(What is required) Quote exactly and only this range of lines in the data below: the line that holds "516,0 L 538,21" to the line that holds "0,522 L 34,527", both included.

(Dataset excerpts)
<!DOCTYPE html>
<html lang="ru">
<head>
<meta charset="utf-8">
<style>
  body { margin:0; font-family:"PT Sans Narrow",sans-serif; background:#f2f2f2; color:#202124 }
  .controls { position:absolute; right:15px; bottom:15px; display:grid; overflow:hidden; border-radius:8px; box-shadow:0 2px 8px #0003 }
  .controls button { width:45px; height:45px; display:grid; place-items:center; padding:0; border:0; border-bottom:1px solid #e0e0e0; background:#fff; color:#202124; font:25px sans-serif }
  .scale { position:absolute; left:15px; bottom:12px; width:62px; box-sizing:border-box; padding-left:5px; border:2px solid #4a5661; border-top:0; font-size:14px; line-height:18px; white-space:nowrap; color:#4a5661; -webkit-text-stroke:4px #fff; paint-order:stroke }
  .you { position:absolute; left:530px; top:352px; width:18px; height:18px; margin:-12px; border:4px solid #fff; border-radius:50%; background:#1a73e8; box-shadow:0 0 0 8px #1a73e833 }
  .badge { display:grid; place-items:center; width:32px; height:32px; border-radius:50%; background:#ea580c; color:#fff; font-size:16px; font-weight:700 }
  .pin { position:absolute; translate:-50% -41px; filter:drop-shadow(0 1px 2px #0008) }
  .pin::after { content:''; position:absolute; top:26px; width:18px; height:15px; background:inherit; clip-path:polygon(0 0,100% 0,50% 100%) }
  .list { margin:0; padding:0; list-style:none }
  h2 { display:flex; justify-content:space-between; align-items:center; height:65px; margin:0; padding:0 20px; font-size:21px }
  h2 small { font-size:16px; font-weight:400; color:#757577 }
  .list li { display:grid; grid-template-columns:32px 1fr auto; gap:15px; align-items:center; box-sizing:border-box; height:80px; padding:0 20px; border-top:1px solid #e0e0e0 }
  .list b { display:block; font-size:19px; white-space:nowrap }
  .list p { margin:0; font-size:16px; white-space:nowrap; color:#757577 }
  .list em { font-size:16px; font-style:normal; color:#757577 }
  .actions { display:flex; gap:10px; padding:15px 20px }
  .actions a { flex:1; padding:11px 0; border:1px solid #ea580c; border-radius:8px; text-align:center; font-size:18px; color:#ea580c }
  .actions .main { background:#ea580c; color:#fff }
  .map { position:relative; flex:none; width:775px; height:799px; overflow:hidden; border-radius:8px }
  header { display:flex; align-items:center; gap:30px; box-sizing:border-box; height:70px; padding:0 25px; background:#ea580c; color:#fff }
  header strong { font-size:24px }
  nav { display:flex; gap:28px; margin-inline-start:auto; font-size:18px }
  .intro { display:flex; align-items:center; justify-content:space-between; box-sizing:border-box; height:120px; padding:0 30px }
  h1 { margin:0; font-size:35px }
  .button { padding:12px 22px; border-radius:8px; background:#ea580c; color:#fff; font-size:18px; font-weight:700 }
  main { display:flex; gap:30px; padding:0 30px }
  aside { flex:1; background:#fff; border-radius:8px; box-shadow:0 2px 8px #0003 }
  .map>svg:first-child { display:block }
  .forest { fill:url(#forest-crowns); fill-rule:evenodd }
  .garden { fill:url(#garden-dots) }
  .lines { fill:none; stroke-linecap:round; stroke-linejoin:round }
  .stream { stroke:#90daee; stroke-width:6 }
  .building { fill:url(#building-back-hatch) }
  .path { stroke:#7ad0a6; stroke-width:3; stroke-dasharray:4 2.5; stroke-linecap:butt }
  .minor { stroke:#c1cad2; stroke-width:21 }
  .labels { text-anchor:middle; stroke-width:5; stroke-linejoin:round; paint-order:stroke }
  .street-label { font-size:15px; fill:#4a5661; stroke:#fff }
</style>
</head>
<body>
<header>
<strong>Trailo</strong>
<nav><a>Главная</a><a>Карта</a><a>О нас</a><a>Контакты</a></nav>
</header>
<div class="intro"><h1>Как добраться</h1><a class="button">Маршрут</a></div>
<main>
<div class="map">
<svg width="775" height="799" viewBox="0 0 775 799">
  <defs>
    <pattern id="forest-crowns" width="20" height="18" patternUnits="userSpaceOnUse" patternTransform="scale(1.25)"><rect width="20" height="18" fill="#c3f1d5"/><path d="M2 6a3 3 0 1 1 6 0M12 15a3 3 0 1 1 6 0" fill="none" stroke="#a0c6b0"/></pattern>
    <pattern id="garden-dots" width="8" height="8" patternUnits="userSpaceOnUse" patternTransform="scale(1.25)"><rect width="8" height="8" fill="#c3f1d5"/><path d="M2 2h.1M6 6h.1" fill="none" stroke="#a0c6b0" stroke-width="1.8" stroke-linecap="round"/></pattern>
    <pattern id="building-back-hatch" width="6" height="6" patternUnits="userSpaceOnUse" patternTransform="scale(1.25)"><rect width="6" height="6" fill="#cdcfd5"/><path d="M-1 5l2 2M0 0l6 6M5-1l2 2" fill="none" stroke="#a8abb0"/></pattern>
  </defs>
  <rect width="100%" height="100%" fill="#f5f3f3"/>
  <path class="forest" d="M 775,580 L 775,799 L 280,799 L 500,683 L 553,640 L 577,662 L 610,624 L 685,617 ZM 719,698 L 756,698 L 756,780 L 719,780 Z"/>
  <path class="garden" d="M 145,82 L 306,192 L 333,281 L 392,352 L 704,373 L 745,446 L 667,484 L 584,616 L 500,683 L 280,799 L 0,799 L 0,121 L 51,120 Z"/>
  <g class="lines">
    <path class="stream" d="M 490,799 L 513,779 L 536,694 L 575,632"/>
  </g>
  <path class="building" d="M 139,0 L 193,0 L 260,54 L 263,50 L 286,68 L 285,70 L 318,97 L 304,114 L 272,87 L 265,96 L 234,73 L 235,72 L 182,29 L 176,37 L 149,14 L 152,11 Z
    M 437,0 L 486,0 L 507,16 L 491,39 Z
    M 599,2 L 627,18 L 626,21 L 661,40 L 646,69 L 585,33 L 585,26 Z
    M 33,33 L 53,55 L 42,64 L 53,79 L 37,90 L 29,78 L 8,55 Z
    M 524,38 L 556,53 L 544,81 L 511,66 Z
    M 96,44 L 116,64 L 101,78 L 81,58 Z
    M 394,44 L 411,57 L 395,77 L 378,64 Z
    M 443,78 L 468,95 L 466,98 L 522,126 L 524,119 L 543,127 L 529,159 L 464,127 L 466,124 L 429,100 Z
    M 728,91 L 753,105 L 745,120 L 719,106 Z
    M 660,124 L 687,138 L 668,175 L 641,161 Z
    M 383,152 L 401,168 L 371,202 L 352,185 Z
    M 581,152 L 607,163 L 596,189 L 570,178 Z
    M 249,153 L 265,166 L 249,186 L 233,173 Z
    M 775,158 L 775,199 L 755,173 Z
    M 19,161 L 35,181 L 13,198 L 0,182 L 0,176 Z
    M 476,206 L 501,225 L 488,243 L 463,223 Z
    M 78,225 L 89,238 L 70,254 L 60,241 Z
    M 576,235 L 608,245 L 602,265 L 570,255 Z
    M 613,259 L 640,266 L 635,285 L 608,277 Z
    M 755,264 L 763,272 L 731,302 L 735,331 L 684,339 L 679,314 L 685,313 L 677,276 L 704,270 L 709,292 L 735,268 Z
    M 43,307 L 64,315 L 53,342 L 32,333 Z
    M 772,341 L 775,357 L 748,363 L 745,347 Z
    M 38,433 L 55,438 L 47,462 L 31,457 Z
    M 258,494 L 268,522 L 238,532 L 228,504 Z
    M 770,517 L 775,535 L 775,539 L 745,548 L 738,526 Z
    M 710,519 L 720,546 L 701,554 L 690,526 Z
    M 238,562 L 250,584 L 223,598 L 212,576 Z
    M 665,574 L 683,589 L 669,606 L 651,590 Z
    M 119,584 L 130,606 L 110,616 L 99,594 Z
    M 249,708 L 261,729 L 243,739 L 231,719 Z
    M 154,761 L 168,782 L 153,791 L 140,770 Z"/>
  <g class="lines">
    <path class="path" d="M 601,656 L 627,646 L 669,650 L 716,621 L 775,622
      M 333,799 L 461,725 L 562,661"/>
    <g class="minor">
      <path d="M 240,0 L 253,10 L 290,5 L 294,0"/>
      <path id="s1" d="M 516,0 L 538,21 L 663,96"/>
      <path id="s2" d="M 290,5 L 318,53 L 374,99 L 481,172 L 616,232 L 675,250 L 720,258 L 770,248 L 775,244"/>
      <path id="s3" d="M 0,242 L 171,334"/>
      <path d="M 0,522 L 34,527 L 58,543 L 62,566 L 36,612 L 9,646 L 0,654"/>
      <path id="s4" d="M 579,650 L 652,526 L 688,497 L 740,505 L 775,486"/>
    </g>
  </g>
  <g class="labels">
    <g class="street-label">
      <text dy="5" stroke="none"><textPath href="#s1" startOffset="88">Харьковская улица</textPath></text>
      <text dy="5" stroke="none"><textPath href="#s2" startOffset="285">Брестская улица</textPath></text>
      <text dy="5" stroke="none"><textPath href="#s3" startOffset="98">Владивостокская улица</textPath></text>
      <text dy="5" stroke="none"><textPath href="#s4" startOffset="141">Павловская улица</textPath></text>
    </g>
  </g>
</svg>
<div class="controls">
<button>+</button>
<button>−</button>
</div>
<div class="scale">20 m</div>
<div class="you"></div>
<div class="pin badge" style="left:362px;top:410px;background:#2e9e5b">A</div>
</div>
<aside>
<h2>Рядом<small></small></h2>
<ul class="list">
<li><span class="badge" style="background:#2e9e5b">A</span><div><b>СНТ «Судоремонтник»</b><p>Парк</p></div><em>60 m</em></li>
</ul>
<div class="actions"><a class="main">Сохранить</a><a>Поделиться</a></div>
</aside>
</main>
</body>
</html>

(Answer box)
      <path id="s1" d="M 516,0 L 538,21 L 663,96"/>
      <path id="s2" d="M 290,5 L 318,53 L 374,99 L 481,172 L 616,232 L 675,250 L 720,258 L 770,248 L 775,244"/>
      <path id="s3" d="M 0,242 L 171,334"/>
      <path d="M 0,522 L 34,527 L 58,543 L 62,566 L 36,612 L 9,646 L 0,654"/>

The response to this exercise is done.